You could have knocked me over with a Moravian sugar cookie. I wanted to hug the boy. For a moment, a scene played across my mind: It was the night of November 17, 1753, the first night the first 15 Moravian colonists gathered around a fire at Bethabara. As they sang — We hold arrival Lovefeast here, / in Carolina Land. / A company of Brethren true — wolves howled beyond the firelight.
But then there was another scene, just a few days later, that reality-checked my hope for a new generation. Jack had been fretting about finding enough primary source material for his History of the Americas project, and we’d made plans to hit the D.H. Hill book stacks together. I’d giddily told him about Records of the Moravians, and how he could find tons of stuff on North Carolina Native American tribes packed in those pages, and I was stoked about a little father-son visit to one of my favorite few feet of metal shelving. But that night, he texted me from the great distance of his upstairs bedroom and said he was scratching the library visit. Thanks, but no thanks, Father.
“How did you find all those primary sources lying up here in your stupid bed?” I asked.
Jack spun his laptop around, and scrolled down screen after screen of digitized documents and scanned photos from a million years ago.
“There’s nothing to it, Dad,” he said. “You just gotta know where to look.”
Deflated, I descended the stairs. Sure, I knew where to look online. But there was no smell at all of old musty books, no hollowed-out quiet that can only be heard in the far recesses of a library. Welcome to the future.

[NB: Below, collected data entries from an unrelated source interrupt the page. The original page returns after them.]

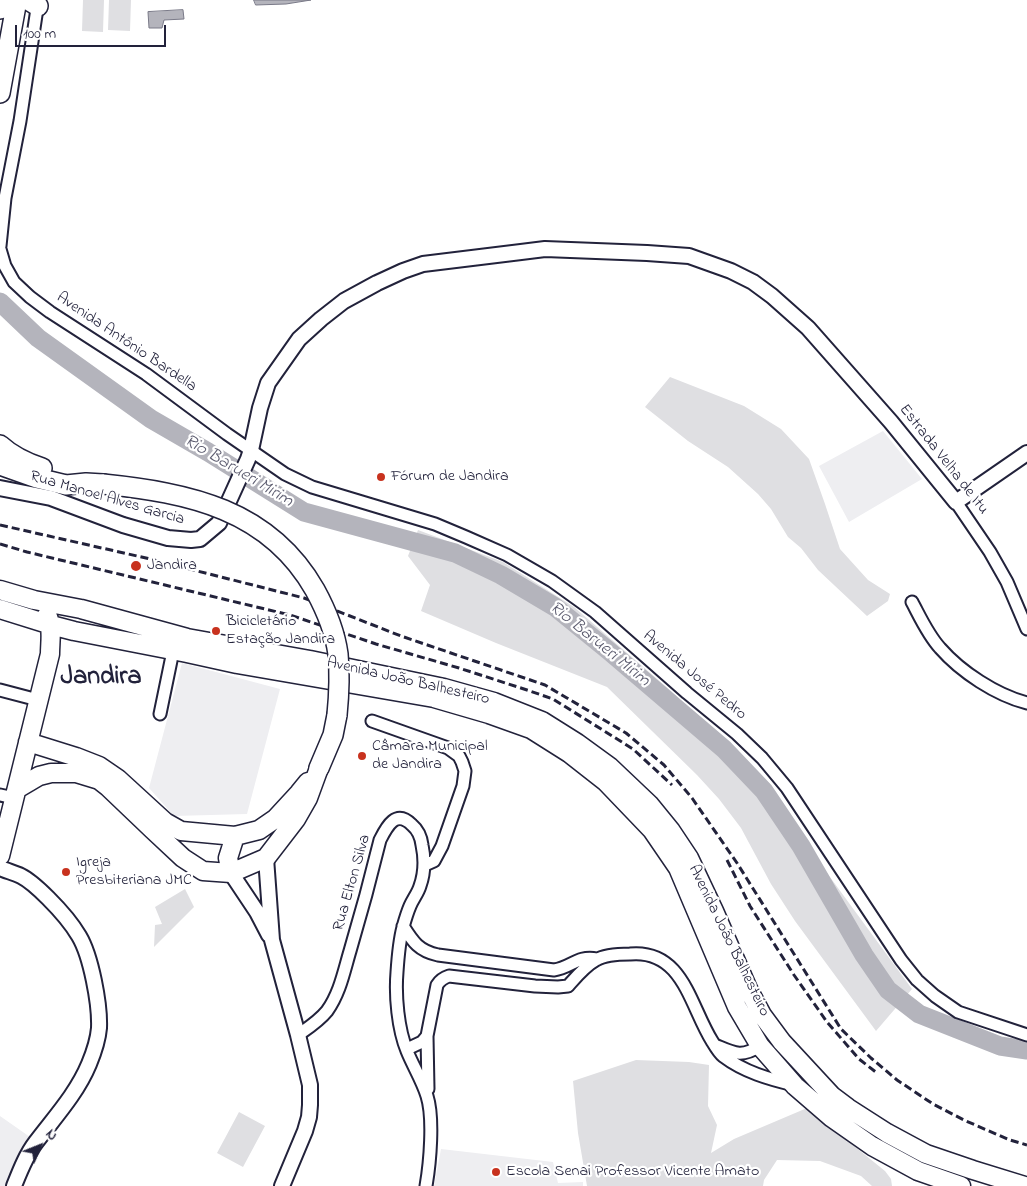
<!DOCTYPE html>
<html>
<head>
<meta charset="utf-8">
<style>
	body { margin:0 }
	#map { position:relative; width:1027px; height:1186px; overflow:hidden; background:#fff; font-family:"Indie Flower",sans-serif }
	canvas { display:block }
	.north { position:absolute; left:15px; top:1121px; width:50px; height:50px; -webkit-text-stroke:4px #fff; paint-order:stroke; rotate:46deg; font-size:14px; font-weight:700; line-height:20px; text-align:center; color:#22223b }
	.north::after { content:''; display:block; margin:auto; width:18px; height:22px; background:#22223b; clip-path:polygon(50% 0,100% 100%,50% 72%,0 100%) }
	.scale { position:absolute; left:15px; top:25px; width:151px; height:22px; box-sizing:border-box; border:2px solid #22223b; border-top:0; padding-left:6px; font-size:15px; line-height:18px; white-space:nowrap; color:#22223b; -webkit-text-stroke:4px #fff; paint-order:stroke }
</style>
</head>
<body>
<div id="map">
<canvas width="1027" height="1186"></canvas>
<div class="north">N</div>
<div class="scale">100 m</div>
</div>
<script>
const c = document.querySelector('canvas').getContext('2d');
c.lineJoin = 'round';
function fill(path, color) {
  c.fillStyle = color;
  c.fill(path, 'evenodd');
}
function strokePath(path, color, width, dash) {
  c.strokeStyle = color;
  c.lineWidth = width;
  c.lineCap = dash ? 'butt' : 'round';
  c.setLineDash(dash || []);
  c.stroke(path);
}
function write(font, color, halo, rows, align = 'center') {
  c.font = font + ' "Indie Flower",sans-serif';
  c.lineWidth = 4.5;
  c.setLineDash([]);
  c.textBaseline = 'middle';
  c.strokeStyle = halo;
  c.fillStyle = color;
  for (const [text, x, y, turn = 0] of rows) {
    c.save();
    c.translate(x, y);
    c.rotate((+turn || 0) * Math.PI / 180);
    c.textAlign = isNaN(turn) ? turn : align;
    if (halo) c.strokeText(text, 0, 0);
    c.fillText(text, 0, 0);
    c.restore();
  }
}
const built = new Path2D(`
	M883,431L922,479L849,522L819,466Z
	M182,663L280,689L247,814L174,816L149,788Z
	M0,1116L30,1137L5,1186H0Z
	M441,1149L553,1162L558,1183L583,1182V1186H434Z`);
const green = new Path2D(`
	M83,0H104L103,32L82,31Z
	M109,0H131L130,31L108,30Z
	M670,377L744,406L781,429L809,459L825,504L840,549L868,580L890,594L888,601L867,616L818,570L801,548L788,537L771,509L758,494L728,467L688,441L645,407Z
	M418,530L503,562L574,607L671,691L753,772L912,989L876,1031L795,921L771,884L741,828L719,799L697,775L607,687L496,643L421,611L430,585L408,556Z
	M185,889L194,907L154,947L155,925L162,924L155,907Z
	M636,1060L689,1062L709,1065L708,1106L717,1125L711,1153L734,1139L807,1108L885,1171L891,1179L892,1186H872L861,1176L820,1161L777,1160L764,1180L763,1186H587L578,1133L573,1081Z
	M239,1112L265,1126L243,1167L217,1153Z`);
const water = new Path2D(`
	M254,0H311L286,4L256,5Z
	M183,10L184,19L164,20L162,28H149L148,12Z`);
const river = new Path2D(`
	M0,302L38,338L151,419L208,452L304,512L455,553L501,575L555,607L609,651L724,749L764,791L801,846L864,955L888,990L919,1014L1000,1046L1027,1050`);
const minor = new Path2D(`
	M0,246L5,198L20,121L38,2
	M0,249L5,266L14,282L30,297L50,312L146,374L227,434L285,474L312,487L435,524L466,537L507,555L552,581L595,612L687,693L737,734L762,758L787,788L901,960L917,980L935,996L958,1012L1027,1035
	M956,502L990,552L1007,582L1027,629
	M912,602C920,617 928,635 940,648C961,672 996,695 1027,703
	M0,690L38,700
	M160,714L173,651
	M372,721L448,748L459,756L462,762L465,771L463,786L442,846L434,861L425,865
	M0,795L14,798
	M403,926C413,942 419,951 438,955L554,970C571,968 577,955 597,959
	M298,1035C308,1028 319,1021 327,1011C340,993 344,971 350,951C361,914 371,877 380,840C387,826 396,809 412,825C418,830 421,837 422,845C425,859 425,872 420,886C418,893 413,899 410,906C407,913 405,920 403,927C399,942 398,957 397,972C395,996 398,1029 407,1051C413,1066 422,1080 427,1096C434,1118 430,1163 426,1186
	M427,1036L428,1089
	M715,1045C734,1053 741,1058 760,1046
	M407,1049L422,1042L427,1036L437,985C440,980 443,978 449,976L535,986L558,987L568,986C576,977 585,966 596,960C604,955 620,954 630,954C683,949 690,1006 712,1041C715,1046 719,1053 723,1056C744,1072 769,1079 794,1085`);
const tertiary = new Path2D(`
	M0,488L51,498L123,525L168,538L191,540L200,539L219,523L248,459L251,450L260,408L268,383L299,339L321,319L344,301L377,283L403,271L423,264L521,252L545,249L647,253L689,256L731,271L753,282L772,296L808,328L891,422L956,502L1027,453
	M266,858L272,940L298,1035L310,1085V1105L309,1117L305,1131L282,1186
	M0,868C7,871 15,873 21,876C31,881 40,890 48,898C57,907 72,924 79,936C91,956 100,1004 99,1028C98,1040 94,1052 89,1064C77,1093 55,1117 36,1142C26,1155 20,1171 14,1186
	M231,873L257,912L269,935`);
const primary = new Path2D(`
	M0,590L34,600L81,609L187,638L310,660L444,688L494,702L542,721L577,743L610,767L649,804L671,831L689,858L714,911L748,989L762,1015L782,1042L832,1096L848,1108L887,1133L926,1154L973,1170L1025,1186
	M0,609L51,625L74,631L187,653L237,664L434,698L489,714L531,729L569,753L606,782L652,830L678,868L737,1007L760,1046L795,1086L832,1118L872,1146L918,1171L961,1186
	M28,742L76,757L99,766L118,779L165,822L181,831L235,836L259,830L275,819L299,793L308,782
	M17,789L39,776L51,773H76L99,780L108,787L153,830L183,858L203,871L231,873L266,858L296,819L308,798L319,768
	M0,856L50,654C50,641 53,626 47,615
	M231,873L228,858L235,836`);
const trunk = new Path2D(`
	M28,0L38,6
	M0,9L1,0
	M0,93L17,0
	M0,445C12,456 27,463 42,468
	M0,465L37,478L66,485L86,483L103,484
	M319,768L333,735L337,715`);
const rail = new Path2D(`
	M0,525L146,558L304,598L401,636L545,685L626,733L664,765L692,798L737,863L841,1029L871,1058L897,1080L933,1104L966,1121L1010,1140L1027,1145
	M0,544L27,552L290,615L376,644L459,668L527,690L553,699L633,749L672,785
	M727,860L750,906L794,975L827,1022L859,1059L877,1073`);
const trunkBridge = new Path2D(`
	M103,484C189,493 269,509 315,590C326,610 335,632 338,654C340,675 339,695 337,715`);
const markers = [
	[381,477,5,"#c8321e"],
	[136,566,6,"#c8321e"],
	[216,631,5,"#c8321e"],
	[362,756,5,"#c8321e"],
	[66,872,5,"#c8321e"],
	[496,1172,5,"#c8321e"]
];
const streetNames = [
	["Avenida Antônio Bardella",126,343,34],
	["Estrada Velha de Itu",943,460,52],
	["Rua Manoel Alves Garcia",107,499,16],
	["Avenida José Pedro",694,676,40],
	["Avenida João Balhesteiro",408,682,13],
	["Rua Elton Silva",353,883,-74],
	["Avenida João Balhesteiro",728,941,64]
];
const poiNames = [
	["Fórum de Jandira",391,477],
	["Jandira",147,566],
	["Bicicletário",226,622],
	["Estação Jandira",226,640],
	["Câmara Municipal",372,747],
	["de Jandira",372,765],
	["Igreja",76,863],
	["Presbiteriana JMC",76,881],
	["Escola Senai Professor Vicente Amato",506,1172]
];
const waterNames = [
	["Rio Barueri Mirim",238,472,31],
	["Rio Barueri Mirim",599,645,39]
];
const townNames = [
	["Jandira",101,679]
];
fill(built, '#eeeef1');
fill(green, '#dfdfe2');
fill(water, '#b4b4bc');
strokePath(water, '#7a7a88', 1);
strokePath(river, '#b4b4bc', 19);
strokePath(minor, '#22223b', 15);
strokePath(tertiary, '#22223b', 18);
strokePath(primary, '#22223b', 21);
strokePath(trunk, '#22223b', 22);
strokePath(minor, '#fff', 11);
strokePath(tertiary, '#fff', 14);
strokePath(primary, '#fff', 18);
strokePath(trunk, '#fff', 19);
strokePath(rail, '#22223b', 3, [8, 4]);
strokePath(trunkBridge, '#22223b', 22, []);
strokePath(trunkBridge, '#fff', 19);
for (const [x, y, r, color] of markers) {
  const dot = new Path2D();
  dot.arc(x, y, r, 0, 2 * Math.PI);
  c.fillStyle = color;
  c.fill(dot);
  strokePath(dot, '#fff', 2);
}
write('16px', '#22223b', '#fff', streetNames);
write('16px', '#22223b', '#fff', poiNames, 'left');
write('italic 18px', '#5c5c6f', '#fff', waterNames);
write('bold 26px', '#22223b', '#fff', townNames);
</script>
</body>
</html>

The historian responsible for the first transcriptions of those old Moravian records was Adelaide Fries, a devout Moravian born in Salem who was challenged by her father in the 1890s to learn to read the nearly inscrutable longhand German script of the original journals. Fries dedicated her life to the effort, traveling worldwide in the herculean task of translating thousands of pages of 150-year-old script. On the frontispiece of Volume One, she dedicates the effort to her father, “my comrade,” she wrote, “in the silent places of historical research.”
But up on the third floor of D.H. Hill, those places don’t seem so silent to me. I pull down volume after volume of Records of the Moravians, and turn pages brittle with the years. Wolves howl. Barn rafters splinter and fall. Wars rage and crops fail and lost children cry in the night. Prayers are lifted. Babies are born. Life is lived in all its chaotic, yellowed, vanilla-scented cacophony.